*WORK REQUIRED:* Copy each line of the entries beneath that contains the word "grid".

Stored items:
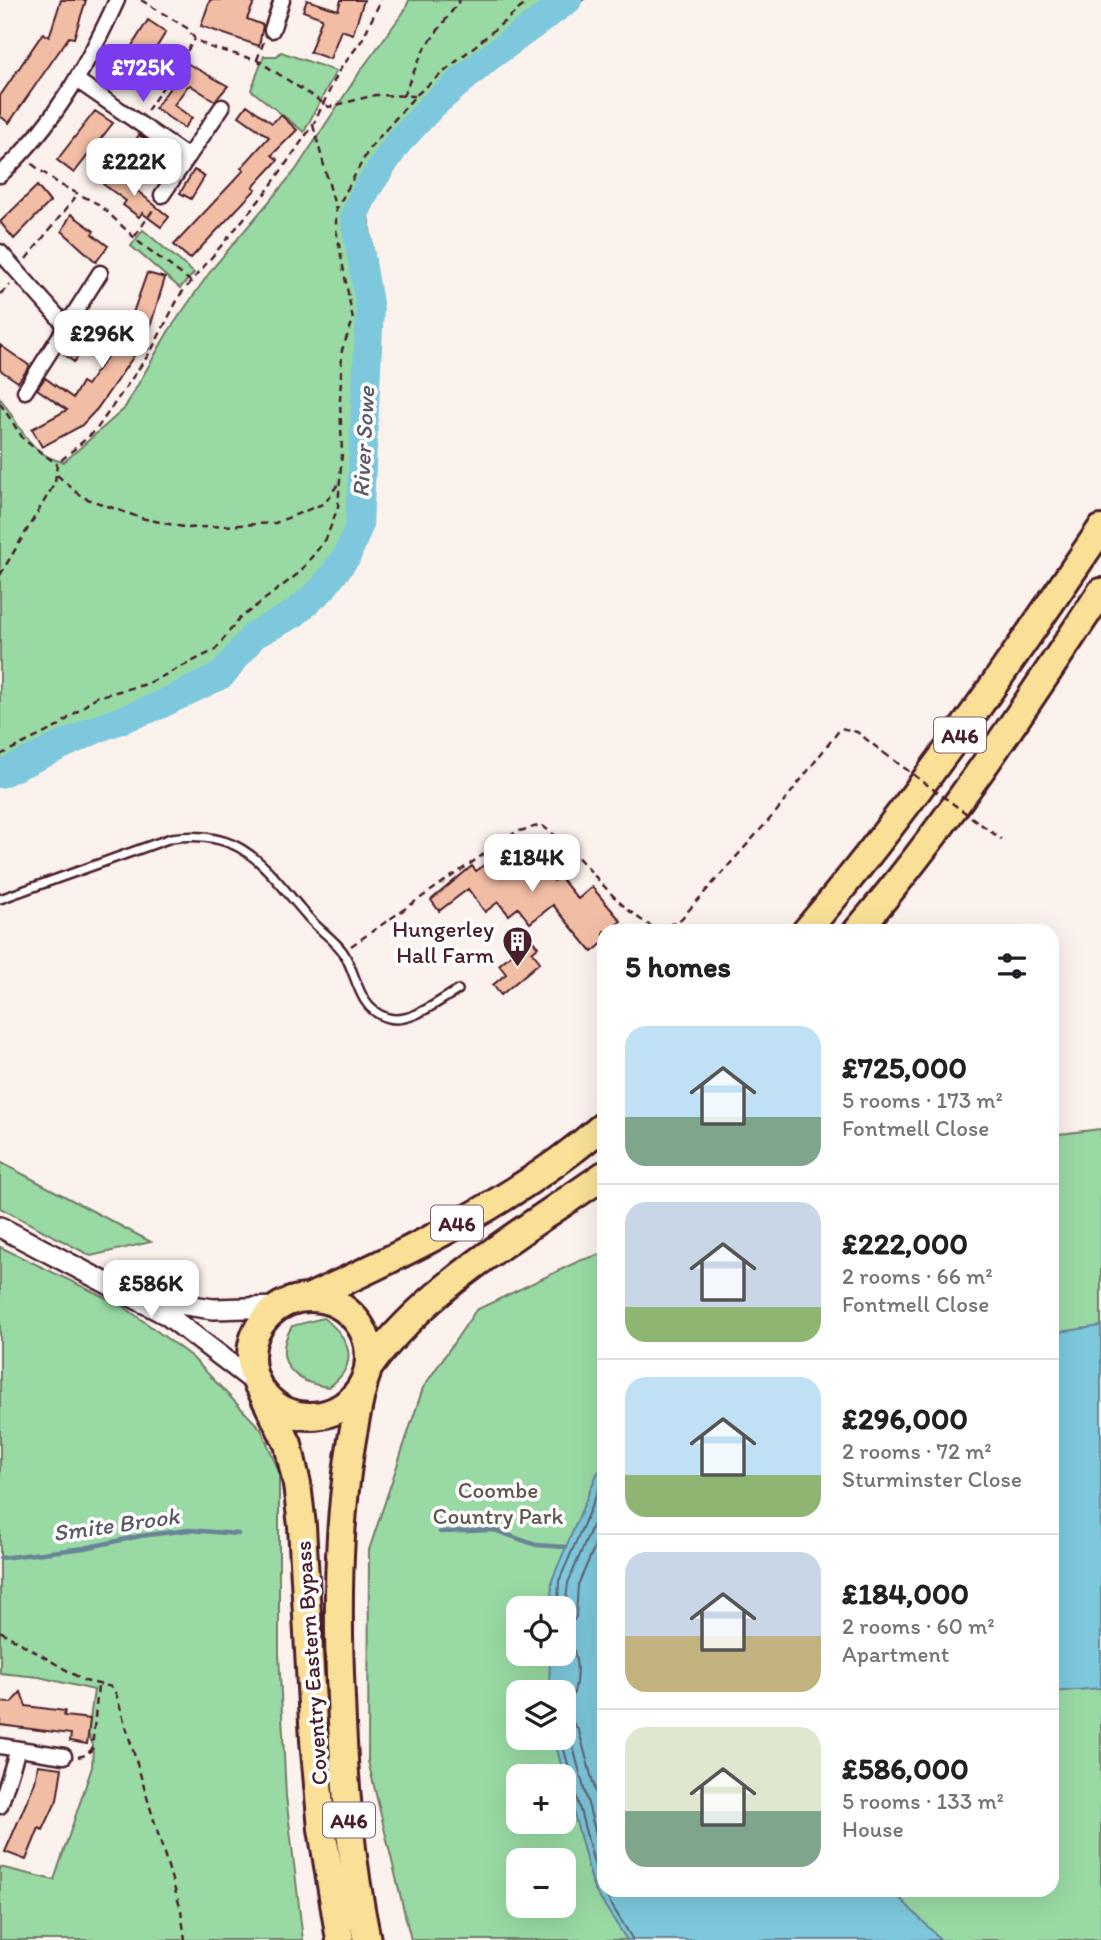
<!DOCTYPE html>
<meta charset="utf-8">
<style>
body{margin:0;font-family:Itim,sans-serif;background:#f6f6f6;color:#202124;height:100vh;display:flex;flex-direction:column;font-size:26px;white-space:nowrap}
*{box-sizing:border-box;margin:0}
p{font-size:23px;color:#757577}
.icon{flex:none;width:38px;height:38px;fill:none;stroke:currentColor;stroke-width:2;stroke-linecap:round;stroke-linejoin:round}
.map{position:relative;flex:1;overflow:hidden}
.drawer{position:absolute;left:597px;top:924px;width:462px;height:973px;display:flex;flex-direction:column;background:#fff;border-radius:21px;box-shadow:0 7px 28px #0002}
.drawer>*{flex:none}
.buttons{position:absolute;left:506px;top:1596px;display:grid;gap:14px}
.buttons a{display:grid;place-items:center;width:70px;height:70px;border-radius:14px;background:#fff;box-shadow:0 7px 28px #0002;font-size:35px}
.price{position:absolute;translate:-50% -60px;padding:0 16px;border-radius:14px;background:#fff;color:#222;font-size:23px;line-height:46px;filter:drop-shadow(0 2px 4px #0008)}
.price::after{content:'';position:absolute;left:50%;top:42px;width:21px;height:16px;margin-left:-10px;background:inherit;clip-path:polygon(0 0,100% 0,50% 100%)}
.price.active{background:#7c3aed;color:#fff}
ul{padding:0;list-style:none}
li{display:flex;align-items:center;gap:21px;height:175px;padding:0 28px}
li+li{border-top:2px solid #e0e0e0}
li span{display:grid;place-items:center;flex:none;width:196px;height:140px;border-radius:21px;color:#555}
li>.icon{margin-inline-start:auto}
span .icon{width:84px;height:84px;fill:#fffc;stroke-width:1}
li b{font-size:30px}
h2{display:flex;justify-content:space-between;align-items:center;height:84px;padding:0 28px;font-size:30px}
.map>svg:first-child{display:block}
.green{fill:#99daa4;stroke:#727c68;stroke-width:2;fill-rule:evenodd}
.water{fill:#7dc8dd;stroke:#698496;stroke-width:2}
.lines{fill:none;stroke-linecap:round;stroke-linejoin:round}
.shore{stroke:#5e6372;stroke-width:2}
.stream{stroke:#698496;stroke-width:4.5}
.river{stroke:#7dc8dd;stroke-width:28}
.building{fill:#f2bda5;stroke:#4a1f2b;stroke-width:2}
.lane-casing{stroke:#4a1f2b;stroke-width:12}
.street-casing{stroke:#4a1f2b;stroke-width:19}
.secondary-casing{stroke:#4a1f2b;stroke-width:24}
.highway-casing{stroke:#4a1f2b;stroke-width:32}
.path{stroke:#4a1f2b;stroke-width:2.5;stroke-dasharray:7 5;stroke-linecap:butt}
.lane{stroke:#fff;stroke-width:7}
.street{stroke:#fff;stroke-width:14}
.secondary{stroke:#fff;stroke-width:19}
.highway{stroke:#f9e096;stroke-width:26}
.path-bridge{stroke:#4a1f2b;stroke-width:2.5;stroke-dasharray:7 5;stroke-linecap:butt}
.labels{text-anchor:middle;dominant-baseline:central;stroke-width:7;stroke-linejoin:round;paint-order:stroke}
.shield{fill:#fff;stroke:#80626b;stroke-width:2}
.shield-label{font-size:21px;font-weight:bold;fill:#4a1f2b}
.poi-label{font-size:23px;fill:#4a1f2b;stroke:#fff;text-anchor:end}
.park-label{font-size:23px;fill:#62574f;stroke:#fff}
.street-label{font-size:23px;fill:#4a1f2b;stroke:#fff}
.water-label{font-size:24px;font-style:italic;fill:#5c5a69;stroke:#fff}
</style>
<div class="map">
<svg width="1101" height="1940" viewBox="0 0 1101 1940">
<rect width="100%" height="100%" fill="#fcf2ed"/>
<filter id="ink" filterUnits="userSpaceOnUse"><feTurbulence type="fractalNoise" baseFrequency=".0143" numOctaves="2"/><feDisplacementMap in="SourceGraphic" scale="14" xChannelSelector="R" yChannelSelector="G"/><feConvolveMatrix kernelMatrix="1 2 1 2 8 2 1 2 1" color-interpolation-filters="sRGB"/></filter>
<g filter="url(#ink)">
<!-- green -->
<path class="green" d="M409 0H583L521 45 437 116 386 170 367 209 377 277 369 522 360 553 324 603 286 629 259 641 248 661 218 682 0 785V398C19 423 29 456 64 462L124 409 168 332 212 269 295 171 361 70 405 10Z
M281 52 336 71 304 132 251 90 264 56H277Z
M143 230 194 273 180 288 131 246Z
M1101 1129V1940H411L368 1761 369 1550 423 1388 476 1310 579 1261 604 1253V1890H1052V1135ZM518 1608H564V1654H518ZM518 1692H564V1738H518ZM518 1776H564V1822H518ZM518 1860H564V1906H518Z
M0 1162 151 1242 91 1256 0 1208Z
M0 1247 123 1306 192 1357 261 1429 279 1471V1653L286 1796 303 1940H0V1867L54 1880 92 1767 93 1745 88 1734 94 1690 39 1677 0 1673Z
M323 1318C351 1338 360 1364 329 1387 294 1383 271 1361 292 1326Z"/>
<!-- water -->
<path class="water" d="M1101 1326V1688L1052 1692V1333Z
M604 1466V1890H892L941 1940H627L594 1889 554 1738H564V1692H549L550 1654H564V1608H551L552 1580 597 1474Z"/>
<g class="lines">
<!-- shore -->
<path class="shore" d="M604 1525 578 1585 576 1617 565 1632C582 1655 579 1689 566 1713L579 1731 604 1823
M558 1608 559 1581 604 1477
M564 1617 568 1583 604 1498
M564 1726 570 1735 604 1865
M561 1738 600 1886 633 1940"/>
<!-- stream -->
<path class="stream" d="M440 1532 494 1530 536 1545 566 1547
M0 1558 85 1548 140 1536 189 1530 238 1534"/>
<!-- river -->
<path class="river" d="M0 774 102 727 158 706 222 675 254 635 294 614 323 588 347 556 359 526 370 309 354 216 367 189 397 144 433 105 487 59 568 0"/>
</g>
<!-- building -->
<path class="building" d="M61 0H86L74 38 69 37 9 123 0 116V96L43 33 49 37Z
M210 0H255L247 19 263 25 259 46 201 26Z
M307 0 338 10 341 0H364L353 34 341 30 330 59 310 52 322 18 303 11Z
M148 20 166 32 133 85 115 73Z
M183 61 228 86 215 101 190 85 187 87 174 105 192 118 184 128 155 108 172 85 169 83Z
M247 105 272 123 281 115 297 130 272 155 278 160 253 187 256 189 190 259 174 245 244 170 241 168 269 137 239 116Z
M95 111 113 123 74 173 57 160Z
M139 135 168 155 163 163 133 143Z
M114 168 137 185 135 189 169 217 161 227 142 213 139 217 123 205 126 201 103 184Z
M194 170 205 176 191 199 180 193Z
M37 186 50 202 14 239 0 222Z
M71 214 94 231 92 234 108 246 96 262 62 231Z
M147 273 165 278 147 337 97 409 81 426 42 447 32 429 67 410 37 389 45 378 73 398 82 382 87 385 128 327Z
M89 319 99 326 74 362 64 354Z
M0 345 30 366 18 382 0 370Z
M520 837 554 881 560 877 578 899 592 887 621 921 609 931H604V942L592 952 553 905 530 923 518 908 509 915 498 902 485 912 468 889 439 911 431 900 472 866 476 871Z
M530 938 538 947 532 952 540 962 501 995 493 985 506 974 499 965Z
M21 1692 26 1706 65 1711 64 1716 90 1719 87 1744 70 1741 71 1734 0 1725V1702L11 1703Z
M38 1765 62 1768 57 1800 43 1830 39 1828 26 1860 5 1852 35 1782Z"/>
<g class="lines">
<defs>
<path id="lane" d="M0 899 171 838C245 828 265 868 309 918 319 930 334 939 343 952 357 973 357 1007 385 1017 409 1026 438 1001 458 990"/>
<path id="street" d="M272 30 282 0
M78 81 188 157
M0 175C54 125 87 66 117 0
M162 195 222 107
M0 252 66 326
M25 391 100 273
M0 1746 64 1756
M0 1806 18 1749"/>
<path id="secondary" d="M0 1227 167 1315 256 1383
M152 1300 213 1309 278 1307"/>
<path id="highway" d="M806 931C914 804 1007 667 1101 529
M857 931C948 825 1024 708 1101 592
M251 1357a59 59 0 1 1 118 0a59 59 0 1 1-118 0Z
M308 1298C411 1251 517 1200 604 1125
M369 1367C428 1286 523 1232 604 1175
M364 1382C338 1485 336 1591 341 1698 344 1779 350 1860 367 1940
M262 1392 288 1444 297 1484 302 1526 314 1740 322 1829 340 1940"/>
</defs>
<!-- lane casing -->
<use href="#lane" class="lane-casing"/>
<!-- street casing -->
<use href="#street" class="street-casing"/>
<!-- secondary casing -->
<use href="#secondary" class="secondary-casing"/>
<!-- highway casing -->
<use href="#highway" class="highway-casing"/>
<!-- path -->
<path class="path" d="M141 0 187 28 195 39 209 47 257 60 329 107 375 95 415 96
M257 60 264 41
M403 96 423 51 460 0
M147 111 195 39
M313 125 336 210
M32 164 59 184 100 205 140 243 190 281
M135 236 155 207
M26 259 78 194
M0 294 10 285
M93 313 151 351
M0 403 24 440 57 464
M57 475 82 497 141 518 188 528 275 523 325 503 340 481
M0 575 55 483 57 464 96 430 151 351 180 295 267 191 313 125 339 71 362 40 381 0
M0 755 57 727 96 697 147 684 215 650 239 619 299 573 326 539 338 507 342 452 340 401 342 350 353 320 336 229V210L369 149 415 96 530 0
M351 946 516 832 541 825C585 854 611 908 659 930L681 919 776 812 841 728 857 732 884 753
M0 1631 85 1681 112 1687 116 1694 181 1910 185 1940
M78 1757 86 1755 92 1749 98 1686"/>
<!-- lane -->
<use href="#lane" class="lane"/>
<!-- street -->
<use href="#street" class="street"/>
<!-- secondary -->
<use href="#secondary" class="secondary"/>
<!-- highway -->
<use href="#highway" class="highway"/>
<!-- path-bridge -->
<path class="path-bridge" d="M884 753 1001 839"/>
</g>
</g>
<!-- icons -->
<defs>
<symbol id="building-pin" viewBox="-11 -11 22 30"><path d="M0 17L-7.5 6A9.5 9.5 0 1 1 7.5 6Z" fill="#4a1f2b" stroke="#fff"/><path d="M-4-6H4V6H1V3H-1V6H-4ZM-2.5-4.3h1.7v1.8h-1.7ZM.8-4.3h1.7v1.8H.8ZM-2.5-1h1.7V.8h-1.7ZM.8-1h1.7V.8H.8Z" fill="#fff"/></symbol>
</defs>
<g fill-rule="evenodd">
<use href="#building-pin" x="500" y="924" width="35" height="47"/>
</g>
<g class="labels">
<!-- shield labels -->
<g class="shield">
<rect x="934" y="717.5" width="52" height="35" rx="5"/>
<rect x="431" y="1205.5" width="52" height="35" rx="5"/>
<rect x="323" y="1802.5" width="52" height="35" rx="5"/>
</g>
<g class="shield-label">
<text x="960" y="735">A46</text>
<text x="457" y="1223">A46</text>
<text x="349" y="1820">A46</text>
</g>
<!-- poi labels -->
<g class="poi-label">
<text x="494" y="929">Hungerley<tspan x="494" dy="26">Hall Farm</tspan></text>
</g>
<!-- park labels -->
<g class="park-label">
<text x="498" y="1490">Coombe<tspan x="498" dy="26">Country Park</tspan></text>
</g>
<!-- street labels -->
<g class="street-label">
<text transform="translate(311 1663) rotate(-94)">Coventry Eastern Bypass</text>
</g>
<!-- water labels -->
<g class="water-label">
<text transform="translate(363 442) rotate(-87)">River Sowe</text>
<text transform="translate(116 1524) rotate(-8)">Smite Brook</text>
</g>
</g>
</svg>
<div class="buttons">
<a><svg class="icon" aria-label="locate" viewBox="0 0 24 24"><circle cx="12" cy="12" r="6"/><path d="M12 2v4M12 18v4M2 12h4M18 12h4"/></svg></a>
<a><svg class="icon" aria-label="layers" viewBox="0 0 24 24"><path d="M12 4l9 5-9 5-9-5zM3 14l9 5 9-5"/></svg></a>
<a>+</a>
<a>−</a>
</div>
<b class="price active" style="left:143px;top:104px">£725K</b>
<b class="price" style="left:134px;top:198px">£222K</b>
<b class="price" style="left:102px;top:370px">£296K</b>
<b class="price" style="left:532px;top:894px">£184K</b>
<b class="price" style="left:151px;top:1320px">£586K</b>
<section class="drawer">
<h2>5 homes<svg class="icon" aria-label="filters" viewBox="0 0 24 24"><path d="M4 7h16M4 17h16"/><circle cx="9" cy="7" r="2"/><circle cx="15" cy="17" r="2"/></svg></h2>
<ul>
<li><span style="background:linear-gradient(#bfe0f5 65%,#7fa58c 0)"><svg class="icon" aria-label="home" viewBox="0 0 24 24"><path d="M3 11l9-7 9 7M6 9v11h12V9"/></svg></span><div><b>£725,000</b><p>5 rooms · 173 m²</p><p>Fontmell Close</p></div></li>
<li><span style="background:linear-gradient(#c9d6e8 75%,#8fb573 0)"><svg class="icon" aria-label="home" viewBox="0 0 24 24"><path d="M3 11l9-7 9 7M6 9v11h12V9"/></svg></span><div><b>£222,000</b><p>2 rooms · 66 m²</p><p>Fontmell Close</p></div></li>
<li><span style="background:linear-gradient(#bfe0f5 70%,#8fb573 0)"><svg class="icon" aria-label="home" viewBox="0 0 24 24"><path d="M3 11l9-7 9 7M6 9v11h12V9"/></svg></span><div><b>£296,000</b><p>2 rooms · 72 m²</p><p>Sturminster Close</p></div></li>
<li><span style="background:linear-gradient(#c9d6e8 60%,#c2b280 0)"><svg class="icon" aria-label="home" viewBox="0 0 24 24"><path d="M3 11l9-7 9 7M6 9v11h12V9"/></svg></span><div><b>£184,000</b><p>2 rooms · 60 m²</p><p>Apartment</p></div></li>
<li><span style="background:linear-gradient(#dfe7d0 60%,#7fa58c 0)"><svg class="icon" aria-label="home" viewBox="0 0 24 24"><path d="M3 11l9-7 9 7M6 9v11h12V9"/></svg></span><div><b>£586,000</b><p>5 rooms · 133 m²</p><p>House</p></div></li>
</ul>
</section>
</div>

*PROBLEM SOLUTION:*
.buttons{position:absolute;left:506px;top:1596px;display:grid;gap:14px}
.buttons a{display:grid;place-items:center;width:70px;height:70px;border-radius:14px;background:#fff;box-shadow:0 7px 28px #0002;font-size:35px}
li span{display:grid;place-items:center;flex:none;width:196px;height:140px;border-radius:21px;color:#555}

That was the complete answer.